We met up in Prague at a train station we’d never heard of; once we arrive there, it was apparent why. Not even sign for the bathroom were in English, and, had we been on our own, we would have had a very confusing time navigating the station. We had enough people to buy a cheap group ticket (the equivalent of about $2.50 round trip per person!), and the five Czech girls steered us toward the right train.

On the train ride, I sat next to a girl named Lenka and traded life stories. She is a recent graduate of a Danish university, though she is a Prague native, and now works as a travel agent. She kindly pointed out places we passed, such as the Berounka river, and answered my questions about things like industry in the small towns that went by. About an hour later, we arrived at a station (marked by a one-room building that had fallen into disrepair and clearly hadn’t been used in at least a decade).
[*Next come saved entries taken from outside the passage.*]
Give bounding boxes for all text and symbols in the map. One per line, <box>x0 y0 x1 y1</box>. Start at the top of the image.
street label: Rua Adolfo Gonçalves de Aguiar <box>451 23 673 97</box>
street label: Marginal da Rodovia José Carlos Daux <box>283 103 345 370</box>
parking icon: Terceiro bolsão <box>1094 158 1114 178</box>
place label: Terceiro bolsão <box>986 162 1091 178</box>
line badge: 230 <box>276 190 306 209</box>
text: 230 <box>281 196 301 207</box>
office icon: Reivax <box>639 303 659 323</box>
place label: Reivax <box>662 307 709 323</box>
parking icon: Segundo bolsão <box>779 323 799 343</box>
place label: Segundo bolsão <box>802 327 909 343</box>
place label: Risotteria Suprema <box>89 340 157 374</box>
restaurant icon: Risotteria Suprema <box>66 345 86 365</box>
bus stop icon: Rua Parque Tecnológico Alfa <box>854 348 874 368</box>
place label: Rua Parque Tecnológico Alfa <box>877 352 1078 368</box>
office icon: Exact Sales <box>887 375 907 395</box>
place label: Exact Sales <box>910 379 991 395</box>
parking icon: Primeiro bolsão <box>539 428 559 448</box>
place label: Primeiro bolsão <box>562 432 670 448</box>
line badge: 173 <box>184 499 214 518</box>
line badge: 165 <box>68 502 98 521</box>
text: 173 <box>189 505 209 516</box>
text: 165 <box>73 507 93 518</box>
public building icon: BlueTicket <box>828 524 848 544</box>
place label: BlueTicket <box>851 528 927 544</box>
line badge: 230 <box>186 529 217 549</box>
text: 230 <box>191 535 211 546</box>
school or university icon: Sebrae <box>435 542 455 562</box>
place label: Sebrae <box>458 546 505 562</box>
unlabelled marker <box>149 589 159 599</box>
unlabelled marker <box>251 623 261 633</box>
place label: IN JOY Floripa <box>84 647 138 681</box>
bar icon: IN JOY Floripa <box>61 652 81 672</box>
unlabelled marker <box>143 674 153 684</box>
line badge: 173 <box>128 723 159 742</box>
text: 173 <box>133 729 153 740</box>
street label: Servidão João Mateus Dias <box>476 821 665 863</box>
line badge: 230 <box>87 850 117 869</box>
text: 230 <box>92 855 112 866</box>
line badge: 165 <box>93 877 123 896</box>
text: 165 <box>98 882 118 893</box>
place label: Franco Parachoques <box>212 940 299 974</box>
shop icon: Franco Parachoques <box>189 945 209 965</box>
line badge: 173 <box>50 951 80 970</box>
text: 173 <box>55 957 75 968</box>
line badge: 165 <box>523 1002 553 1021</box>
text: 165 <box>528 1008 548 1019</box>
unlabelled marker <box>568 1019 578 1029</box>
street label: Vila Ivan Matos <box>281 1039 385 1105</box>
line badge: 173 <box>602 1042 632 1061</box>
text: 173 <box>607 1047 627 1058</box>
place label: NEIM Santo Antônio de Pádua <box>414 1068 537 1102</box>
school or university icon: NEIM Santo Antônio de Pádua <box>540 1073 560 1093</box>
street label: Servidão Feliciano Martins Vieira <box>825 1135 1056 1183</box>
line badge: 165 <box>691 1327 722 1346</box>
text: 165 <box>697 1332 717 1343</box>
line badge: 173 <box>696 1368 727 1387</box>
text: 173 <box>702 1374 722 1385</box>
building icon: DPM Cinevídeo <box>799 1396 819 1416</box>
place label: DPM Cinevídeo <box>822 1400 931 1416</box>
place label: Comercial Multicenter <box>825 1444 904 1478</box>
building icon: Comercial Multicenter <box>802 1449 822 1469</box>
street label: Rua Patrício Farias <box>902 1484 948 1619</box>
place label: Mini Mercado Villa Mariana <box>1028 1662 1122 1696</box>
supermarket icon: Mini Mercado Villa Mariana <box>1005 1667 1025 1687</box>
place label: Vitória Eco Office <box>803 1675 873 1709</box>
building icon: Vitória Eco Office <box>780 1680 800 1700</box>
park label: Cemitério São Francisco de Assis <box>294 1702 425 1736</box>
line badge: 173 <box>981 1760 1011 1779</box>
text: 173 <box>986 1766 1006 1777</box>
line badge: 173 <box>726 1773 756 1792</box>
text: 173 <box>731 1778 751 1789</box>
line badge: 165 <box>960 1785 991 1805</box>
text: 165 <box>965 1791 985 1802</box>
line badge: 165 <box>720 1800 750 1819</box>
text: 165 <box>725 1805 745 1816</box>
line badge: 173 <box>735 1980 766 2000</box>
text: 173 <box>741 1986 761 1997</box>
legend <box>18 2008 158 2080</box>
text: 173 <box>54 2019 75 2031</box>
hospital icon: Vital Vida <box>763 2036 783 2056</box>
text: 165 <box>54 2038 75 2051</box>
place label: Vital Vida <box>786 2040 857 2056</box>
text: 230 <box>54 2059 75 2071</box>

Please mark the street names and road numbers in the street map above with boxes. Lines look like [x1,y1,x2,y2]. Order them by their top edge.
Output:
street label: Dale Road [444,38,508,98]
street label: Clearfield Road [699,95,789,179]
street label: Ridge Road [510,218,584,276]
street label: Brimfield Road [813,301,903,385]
After checking the schedule of return trains, we set out to make our way to Toc’ni’k.

The walk from the train to the castle turned out to be the main activity of the day, taking an hour and a half in one direction. We walked on a road next to fields, over hills that provided stunning views of a patchwork landscape with red rooftops in the distance. We got to a small village, at whose center there was a tiny mall and aging church, and walked from one end to the other in about fifteen minutes. We passed a football (soccer) field and found ourselves on a path through a wooded and hilly area, which took us to another tiny village where we found ourselves saying hello to sheep and goats behind low fences. We learned from our friends that Czech farm animals make pretty much the same sounds as American livestock.

At the end of the wooded path was the first castle, called Žebrák, a pit stop on the way to Točník. It was miniscule compared to the other castles I’ve seen in this country, composed of only a few rooms, and left today in ruins. We first climbed up the wrong way, unable to see the path, and found ourselves atop a precarious sort of peak without an entrance to the castle. Laughing at our mistake, we made our way back down and found the path, which we climbed up to get to the castle courtyard, where we read some Czech poetry, which our friends very kindly translated into incredibly good English.

After the first castle, it was time for lunch. We went to the only open restaurant (out of two total) in the village, where I had a delicious meal of salad and French fries. Then we started up the steep but short route to the main castle, which turned out to be at the top of a very high hill, giving us a spectacular view of the surrounding countryside. We saw our first printed English of the day in a guide to the castle, as the site is more commonly a destination for Czech tourists from the city rather than international travelers. The place was built in the beginning of the 15th century and is currently being restored, and some rooms have recently been equipped with roofs and model furniture.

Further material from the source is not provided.